## Work request
Extract the lines of the material below, beginning with the first and ending with the line that holds "0 #c9c8c7) drop-shadow(-2px". Skip every picture.

==== Supplied data ====

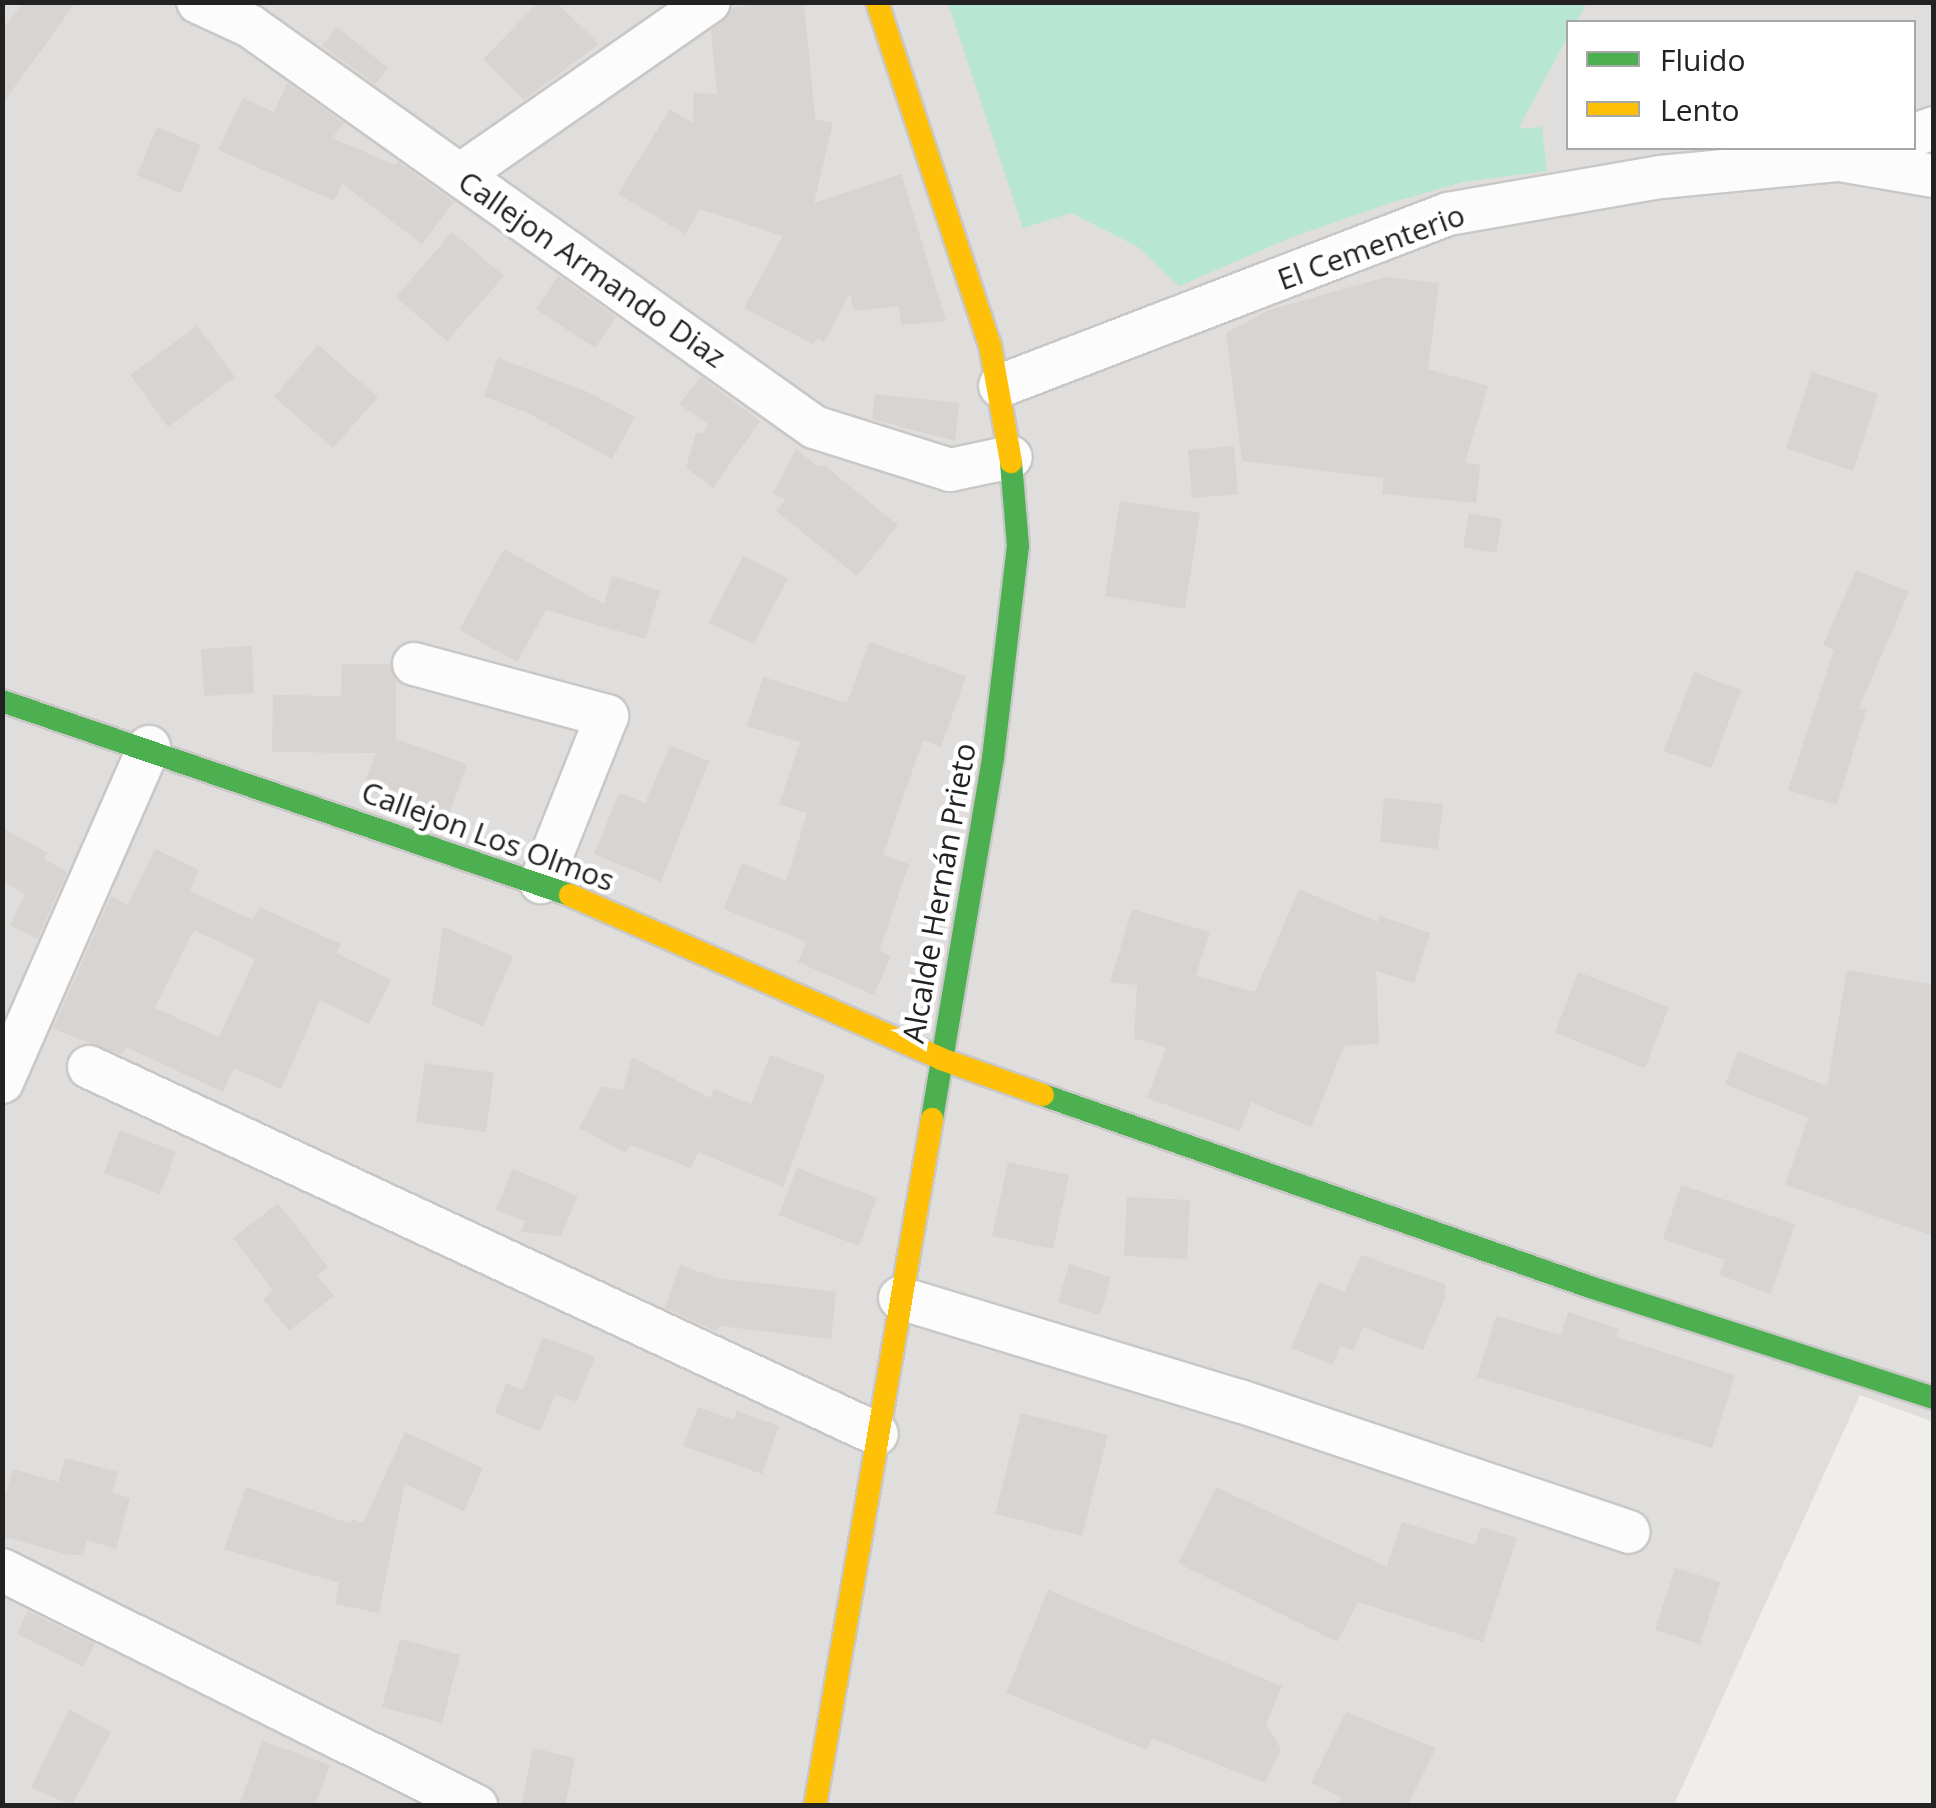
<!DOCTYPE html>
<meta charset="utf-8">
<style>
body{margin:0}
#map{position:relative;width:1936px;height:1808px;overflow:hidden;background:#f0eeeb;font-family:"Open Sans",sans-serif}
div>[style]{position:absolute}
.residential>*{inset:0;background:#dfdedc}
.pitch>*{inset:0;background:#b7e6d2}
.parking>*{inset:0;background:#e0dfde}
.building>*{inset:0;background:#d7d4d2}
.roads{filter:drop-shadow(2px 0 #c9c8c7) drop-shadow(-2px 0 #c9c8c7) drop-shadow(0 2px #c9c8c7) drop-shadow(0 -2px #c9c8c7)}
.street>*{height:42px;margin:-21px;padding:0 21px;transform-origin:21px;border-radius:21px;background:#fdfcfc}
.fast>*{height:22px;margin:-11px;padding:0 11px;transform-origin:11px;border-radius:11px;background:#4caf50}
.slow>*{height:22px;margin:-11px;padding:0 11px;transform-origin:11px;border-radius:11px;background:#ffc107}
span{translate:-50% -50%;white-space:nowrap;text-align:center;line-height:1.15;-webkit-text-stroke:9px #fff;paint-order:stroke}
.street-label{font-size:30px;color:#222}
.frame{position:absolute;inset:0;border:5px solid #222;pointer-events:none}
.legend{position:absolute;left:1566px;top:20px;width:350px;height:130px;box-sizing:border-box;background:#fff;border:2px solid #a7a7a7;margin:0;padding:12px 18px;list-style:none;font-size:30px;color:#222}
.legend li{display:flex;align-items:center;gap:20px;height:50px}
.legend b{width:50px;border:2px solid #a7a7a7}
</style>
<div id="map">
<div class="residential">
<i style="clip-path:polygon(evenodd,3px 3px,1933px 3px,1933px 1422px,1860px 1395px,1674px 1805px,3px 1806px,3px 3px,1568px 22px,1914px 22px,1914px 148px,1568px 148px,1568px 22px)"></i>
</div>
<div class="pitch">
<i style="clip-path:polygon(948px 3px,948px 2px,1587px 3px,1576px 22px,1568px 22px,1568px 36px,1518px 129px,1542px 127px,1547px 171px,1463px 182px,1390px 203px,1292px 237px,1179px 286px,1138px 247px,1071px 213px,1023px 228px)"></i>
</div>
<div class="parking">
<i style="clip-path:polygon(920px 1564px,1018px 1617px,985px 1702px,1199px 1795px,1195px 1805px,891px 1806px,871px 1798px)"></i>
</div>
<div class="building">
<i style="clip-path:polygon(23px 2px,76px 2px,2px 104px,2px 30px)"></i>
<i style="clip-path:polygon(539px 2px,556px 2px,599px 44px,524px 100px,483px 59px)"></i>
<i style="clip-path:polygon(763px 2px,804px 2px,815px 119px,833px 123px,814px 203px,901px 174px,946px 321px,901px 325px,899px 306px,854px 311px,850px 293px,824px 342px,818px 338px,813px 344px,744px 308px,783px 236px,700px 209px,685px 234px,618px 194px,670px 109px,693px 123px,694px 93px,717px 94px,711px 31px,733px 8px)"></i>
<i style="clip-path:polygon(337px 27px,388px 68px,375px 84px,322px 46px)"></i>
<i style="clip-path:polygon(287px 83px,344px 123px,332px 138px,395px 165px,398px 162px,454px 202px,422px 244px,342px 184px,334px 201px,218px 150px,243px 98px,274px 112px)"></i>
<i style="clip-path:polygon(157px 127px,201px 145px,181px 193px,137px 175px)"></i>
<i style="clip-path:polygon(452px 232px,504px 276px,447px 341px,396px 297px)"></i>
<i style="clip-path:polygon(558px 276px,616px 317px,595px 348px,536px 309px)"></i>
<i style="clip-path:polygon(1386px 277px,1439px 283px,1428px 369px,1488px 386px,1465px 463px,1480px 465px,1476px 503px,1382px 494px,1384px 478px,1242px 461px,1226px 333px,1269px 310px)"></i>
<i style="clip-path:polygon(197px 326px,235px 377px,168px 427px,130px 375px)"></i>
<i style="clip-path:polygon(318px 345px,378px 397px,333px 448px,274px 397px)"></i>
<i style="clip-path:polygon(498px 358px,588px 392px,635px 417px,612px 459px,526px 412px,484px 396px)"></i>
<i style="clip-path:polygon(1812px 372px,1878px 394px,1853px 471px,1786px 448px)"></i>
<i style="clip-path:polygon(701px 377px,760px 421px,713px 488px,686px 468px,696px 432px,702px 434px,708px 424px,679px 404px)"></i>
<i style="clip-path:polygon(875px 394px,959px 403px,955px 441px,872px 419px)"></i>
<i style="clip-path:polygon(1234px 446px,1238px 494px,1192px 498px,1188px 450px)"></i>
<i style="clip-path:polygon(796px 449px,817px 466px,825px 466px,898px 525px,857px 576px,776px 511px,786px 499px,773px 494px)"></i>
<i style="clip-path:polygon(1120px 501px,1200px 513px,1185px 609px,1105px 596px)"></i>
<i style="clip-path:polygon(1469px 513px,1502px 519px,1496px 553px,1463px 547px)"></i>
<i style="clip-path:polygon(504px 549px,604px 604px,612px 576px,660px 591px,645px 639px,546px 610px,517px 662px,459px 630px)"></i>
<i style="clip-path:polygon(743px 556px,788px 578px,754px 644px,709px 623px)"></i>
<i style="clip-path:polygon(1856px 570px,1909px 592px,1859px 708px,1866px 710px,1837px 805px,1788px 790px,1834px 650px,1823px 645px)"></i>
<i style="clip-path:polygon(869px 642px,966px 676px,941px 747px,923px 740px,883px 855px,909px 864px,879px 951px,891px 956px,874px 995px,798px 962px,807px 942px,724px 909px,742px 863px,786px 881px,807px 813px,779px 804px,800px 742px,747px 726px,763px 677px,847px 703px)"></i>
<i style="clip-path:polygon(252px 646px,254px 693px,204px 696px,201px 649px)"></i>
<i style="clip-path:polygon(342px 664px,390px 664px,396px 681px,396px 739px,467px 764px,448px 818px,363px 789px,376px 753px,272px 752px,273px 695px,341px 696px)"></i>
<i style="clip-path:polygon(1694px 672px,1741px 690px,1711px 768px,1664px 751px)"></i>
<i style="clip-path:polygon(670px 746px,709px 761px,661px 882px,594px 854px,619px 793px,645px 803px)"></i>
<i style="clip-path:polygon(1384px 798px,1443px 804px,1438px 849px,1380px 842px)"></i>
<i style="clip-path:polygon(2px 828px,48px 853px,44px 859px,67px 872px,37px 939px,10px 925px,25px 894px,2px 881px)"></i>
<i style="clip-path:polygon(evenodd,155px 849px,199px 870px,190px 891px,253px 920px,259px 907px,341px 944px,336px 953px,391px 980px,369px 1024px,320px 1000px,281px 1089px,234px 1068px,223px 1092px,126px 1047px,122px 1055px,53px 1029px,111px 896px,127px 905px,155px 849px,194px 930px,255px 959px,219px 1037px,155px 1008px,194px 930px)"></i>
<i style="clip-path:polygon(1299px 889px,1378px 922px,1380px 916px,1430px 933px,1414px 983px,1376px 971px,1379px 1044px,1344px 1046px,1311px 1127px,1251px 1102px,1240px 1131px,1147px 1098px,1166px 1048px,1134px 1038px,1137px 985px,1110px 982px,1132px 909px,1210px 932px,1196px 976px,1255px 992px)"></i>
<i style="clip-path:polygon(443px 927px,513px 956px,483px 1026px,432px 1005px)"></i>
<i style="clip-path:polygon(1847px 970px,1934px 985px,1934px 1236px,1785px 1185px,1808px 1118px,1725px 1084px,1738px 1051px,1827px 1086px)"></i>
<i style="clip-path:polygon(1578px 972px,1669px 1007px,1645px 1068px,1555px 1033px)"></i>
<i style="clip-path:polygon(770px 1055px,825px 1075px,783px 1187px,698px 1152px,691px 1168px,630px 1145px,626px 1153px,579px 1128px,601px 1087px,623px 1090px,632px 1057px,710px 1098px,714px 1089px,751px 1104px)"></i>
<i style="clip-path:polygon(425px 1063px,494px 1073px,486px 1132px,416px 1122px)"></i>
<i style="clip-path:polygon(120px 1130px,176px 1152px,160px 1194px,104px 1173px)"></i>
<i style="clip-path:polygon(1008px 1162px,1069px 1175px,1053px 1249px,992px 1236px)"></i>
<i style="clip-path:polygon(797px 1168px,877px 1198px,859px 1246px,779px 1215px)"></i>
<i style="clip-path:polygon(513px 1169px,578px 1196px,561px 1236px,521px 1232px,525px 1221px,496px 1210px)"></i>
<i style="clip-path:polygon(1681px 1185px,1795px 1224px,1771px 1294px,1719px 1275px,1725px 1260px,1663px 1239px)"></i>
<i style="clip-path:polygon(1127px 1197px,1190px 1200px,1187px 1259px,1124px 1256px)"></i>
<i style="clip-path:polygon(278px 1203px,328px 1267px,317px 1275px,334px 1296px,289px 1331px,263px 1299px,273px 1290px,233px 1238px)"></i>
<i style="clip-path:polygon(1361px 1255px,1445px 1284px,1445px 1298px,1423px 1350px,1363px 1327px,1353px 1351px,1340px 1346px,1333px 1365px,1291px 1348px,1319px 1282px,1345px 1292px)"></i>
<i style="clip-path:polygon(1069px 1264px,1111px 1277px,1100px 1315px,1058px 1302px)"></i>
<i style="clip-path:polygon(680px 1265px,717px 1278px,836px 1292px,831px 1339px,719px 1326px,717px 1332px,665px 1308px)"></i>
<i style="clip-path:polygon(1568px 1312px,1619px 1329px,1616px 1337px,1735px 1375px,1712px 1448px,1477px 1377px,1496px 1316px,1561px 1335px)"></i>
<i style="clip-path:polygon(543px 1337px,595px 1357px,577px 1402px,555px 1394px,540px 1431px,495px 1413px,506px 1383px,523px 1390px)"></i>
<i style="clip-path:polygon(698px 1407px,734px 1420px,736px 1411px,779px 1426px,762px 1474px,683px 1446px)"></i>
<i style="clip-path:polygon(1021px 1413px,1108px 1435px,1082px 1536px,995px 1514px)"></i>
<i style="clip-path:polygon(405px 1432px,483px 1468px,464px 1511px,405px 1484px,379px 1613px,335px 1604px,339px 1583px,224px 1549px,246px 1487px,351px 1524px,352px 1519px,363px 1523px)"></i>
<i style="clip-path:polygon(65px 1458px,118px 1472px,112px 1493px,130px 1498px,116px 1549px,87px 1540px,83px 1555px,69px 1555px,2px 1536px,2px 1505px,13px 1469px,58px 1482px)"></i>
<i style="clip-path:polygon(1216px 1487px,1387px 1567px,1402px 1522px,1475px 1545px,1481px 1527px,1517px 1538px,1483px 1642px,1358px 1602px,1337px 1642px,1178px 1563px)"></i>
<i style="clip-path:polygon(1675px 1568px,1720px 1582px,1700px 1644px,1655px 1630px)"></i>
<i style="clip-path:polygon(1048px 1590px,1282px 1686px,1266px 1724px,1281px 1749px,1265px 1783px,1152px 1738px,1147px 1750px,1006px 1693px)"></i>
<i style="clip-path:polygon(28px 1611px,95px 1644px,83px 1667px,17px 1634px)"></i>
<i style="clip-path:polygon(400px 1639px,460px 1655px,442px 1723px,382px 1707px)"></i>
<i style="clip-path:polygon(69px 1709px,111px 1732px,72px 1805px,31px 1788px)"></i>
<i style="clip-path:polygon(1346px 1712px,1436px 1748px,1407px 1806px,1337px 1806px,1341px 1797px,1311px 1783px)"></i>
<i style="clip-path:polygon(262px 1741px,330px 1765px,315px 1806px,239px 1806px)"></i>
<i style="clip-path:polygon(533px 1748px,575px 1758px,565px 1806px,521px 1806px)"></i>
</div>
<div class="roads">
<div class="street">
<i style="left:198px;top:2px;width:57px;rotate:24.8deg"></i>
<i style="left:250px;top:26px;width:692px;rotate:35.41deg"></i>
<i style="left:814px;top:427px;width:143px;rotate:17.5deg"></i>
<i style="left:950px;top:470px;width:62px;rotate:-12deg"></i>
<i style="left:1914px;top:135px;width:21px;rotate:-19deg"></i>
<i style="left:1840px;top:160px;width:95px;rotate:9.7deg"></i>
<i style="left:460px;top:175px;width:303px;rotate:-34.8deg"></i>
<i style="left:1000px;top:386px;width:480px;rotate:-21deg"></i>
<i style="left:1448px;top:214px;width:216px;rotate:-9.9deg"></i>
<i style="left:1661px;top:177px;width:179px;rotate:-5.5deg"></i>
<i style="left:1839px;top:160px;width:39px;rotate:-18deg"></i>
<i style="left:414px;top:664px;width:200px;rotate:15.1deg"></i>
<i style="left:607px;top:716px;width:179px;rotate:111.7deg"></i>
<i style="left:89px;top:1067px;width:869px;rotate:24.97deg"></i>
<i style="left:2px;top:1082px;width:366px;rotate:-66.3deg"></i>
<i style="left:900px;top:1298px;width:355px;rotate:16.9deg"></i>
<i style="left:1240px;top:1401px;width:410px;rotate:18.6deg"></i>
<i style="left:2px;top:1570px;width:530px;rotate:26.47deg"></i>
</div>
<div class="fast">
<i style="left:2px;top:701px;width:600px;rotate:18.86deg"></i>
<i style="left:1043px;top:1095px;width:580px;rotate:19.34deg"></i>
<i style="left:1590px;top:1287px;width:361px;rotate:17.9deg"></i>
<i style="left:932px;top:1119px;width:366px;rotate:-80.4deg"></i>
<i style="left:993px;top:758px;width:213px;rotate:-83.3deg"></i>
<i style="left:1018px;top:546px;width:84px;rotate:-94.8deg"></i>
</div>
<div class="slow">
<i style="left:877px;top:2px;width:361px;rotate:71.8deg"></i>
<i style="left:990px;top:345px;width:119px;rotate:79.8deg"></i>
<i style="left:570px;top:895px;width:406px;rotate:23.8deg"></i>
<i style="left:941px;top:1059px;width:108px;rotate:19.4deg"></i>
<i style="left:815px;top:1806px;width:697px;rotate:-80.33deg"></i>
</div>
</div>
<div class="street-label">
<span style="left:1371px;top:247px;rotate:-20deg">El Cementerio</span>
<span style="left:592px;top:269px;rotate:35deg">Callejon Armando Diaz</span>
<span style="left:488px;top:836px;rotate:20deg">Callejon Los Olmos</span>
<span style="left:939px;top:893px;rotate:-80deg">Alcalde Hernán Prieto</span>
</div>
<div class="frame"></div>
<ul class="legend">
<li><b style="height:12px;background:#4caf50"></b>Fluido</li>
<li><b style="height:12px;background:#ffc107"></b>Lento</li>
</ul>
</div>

====

## Result of this task
<!DOCTYPE html>
<meta charset="utf-8">
<style>
body{margin:0}
#map{position:relative;width:1936px;height:1808px;overflow:hidden;background:#f0eeeb;font-family:"Open Sans",sans-serif}
div>[style]{position:absolute}
.residential>*{inset:0;background:#dfdedc}
.pitch>*{inset:0;background:#b7e6d2}
.parking>*{inset:0;background:#e0dfde}
.building>*{inset:0;background:#d7d4d2}
.roads{filter:drop-shadow(2px 0 #c9c8c7) drop-shadow(-2px 0 #c9c8c7) drop-shadow(0 2px #c9c8c7) drop-shadow(0 -2px #c9c8c7)}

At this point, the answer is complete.